INSTRUCTIONS TO FOLLOW: Search the material for the string "canvas" and copy each line where it occurs.
━━━━━ ENTRIES PROVIDED ━━━━━
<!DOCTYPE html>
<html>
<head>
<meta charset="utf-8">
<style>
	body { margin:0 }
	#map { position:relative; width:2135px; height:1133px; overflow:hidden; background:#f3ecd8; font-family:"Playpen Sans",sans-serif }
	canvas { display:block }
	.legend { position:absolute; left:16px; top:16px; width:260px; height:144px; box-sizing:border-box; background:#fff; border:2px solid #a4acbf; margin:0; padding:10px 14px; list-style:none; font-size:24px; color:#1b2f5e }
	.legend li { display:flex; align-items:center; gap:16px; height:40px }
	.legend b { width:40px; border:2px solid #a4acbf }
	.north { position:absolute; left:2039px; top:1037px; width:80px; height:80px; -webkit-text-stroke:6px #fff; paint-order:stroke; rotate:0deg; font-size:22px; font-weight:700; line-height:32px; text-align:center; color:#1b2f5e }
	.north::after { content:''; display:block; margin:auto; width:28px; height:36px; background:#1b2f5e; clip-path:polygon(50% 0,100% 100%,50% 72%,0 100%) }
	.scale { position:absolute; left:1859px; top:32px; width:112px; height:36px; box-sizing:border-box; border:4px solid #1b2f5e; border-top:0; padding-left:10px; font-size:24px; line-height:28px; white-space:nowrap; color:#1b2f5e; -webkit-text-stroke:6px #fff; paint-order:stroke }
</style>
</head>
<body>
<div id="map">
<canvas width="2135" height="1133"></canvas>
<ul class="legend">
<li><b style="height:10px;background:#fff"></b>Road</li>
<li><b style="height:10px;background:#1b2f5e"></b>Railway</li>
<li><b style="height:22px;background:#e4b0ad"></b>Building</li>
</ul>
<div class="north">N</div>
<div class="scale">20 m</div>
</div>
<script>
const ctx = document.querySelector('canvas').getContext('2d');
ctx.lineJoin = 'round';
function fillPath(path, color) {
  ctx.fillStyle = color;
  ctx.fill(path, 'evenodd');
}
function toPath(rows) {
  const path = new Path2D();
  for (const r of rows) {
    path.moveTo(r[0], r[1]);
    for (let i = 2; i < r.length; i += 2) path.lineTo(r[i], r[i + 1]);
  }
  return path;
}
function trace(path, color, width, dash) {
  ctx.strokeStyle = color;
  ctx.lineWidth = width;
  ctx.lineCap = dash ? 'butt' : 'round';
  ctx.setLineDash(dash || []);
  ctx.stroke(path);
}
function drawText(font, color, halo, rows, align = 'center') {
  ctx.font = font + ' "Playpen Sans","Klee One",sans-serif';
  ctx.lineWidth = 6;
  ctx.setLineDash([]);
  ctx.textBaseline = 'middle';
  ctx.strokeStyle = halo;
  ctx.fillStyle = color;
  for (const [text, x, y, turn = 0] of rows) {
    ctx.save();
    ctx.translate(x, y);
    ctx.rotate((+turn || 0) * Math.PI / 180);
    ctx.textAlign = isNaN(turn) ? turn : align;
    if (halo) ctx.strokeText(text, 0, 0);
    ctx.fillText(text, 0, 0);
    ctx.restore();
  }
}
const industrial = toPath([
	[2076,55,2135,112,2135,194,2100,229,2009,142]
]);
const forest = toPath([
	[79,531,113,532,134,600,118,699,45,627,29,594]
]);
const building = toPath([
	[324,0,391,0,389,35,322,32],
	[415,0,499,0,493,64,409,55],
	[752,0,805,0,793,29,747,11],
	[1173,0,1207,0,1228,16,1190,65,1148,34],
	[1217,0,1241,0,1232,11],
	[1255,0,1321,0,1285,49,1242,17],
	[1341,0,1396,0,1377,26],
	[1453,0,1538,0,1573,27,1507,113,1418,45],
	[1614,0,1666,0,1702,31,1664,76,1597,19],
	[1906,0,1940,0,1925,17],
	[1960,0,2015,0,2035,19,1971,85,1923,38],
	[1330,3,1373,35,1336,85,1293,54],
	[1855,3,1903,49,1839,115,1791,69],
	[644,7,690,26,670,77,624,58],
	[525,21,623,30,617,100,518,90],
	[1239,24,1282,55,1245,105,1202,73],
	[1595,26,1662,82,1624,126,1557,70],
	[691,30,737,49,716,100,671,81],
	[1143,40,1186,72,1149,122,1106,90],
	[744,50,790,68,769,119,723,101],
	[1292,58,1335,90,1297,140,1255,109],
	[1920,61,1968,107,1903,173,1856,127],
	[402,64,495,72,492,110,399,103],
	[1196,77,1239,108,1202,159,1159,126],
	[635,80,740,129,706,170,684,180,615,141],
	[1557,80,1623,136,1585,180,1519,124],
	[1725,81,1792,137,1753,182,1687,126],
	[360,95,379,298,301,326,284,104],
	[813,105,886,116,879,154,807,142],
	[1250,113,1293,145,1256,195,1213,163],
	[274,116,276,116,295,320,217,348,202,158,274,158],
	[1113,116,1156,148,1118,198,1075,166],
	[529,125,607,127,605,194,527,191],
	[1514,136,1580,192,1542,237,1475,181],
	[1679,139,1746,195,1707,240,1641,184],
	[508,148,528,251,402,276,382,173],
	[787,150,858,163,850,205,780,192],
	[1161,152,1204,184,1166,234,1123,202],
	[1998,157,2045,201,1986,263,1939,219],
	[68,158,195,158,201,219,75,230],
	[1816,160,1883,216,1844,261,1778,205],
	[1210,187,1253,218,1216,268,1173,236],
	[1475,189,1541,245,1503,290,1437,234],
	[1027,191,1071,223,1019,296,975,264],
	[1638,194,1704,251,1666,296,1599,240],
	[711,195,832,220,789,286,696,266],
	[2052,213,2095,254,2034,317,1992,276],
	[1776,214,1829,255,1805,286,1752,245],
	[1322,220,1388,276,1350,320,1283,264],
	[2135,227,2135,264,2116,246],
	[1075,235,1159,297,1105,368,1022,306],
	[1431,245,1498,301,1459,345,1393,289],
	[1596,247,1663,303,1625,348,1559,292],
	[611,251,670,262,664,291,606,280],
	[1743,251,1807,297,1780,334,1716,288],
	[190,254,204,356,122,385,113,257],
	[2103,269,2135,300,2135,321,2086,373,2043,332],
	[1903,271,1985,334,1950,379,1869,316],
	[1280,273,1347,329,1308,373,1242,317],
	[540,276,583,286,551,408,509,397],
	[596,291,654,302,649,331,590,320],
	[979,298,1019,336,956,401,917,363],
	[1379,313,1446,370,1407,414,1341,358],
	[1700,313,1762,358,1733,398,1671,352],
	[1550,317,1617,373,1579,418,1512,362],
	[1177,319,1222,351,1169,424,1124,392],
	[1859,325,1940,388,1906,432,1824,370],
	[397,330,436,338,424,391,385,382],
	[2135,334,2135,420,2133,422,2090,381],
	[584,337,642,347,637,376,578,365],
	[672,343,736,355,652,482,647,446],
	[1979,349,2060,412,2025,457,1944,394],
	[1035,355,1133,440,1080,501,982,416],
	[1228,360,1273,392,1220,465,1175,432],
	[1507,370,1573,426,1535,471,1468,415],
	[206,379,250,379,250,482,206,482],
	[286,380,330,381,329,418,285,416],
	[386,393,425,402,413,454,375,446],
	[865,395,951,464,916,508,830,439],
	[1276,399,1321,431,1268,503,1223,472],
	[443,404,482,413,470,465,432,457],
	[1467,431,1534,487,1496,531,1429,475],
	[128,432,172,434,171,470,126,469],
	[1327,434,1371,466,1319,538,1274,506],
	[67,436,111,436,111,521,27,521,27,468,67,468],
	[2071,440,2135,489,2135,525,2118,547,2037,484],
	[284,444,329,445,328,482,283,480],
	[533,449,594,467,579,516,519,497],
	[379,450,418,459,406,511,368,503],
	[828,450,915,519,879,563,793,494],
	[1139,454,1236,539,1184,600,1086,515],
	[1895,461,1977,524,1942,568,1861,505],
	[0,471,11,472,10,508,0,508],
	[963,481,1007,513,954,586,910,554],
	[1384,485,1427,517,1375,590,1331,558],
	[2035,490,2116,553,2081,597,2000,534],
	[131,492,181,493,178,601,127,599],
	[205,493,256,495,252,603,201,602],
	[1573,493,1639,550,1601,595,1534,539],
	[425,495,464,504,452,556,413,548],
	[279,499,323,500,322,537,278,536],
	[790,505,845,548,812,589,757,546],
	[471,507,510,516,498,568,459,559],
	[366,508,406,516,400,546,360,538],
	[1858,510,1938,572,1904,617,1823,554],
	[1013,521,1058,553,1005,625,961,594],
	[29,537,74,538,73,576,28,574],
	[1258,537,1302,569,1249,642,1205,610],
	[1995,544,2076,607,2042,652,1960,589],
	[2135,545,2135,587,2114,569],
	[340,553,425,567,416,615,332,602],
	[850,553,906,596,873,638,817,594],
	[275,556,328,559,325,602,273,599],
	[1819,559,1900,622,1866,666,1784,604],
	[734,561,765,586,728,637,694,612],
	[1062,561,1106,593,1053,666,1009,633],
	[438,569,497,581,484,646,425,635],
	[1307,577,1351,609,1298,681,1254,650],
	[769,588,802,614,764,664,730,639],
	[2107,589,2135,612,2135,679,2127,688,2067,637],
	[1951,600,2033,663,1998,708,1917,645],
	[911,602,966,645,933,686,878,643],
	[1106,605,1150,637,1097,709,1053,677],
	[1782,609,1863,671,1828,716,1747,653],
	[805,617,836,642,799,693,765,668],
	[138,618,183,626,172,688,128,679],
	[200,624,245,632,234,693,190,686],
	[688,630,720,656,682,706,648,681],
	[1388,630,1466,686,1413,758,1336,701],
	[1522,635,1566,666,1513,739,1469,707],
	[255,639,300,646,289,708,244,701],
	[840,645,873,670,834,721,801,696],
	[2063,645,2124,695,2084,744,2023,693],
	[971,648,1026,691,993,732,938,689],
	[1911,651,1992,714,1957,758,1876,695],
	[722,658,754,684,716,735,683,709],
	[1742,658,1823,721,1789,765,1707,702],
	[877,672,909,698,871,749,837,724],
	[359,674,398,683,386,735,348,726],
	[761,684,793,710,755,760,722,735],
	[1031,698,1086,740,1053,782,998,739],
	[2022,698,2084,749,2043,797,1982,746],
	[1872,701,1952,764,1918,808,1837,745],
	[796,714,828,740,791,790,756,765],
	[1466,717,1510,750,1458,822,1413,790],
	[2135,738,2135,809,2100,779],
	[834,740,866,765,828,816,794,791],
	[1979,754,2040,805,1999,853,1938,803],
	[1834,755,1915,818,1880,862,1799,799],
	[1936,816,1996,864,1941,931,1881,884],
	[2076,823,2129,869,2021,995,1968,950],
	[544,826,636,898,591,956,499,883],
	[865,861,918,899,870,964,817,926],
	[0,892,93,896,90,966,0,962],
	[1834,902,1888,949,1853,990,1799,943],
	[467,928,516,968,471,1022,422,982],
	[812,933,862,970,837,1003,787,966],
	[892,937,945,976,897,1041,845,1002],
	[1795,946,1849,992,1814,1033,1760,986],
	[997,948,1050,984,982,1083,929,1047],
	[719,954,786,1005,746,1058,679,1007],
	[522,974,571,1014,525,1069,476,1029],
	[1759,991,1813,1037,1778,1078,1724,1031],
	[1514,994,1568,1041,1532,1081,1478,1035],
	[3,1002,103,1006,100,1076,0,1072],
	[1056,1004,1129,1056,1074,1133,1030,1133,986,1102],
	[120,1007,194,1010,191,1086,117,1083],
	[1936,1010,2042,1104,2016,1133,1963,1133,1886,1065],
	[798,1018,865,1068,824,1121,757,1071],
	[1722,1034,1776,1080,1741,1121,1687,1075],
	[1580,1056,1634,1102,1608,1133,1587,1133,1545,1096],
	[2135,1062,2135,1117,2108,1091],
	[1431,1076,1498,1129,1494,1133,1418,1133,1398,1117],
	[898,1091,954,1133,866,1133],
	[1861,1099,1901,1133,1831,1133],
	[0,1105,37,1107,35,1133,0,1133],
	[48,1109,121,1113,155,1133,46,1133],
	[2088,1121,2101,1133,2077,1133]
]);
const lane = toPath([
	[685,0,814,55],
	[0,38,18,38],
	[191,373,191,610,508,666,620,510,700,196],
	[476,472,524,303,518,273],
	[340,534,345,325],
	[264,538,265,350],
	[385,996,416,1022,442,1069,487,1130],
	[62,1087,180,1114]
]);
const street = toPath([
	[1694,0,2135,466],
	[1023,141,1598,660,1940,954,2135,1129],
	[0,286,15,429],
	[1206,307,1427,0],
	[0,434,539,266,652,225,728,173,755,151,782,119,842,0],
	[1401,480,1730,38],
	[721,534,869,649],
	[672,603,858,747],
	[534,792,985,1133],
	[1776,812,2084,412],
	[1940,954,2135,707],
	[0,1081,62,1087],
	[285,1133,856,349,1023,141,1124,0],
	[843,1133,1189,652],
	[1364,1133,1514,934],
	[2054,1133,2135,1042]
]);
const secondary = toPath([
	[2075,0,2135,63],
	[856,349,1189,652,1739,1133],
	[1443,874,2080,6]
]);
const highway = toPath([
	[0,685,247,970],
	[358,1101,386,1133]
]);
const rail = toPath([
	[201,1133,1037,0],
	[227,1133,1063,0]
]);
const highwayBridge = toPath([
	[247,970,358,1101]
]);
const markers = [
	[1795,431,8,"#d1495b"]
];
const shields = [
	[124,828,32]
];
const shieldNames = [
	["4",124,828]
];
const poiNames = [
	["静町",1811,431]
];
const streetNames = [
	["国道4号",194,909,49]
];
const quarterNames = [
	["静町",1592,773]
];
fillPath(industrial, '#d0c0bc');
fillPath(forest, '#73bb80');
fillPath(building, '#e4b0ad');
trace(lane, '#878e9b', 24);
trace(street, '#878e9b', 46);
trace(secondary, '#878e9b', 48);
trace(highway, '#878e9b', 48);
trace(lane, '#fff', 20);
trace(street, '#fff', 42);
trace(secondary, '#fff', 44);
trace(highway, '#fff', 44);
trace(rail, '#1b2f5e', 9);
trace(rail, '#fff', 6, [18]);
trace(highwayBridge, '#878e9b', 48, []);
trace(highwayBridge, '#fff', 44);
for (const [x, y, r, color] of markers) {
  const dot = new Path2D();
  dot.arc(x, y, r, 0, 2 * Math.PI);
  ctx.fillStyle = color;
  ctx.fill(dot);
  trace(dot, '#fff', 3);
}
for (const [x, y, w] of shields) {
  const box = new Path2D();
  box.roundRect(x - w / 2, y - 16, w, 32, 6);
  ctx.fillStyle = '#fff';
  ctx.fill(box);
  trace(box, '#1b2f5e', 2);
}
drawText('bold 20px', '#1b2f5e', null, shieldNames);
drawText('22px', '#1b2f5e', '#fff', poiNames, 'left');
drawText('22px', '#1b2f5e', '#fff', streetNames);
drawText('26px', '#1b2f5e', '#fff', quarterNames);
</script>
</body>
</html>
━━━━━
EXERCISE ANSWER:
	canvas { display:block }
<canvas width="2135" height="1133"></canvas>
const ctx = document.querySelector('canvas').getContext('2d');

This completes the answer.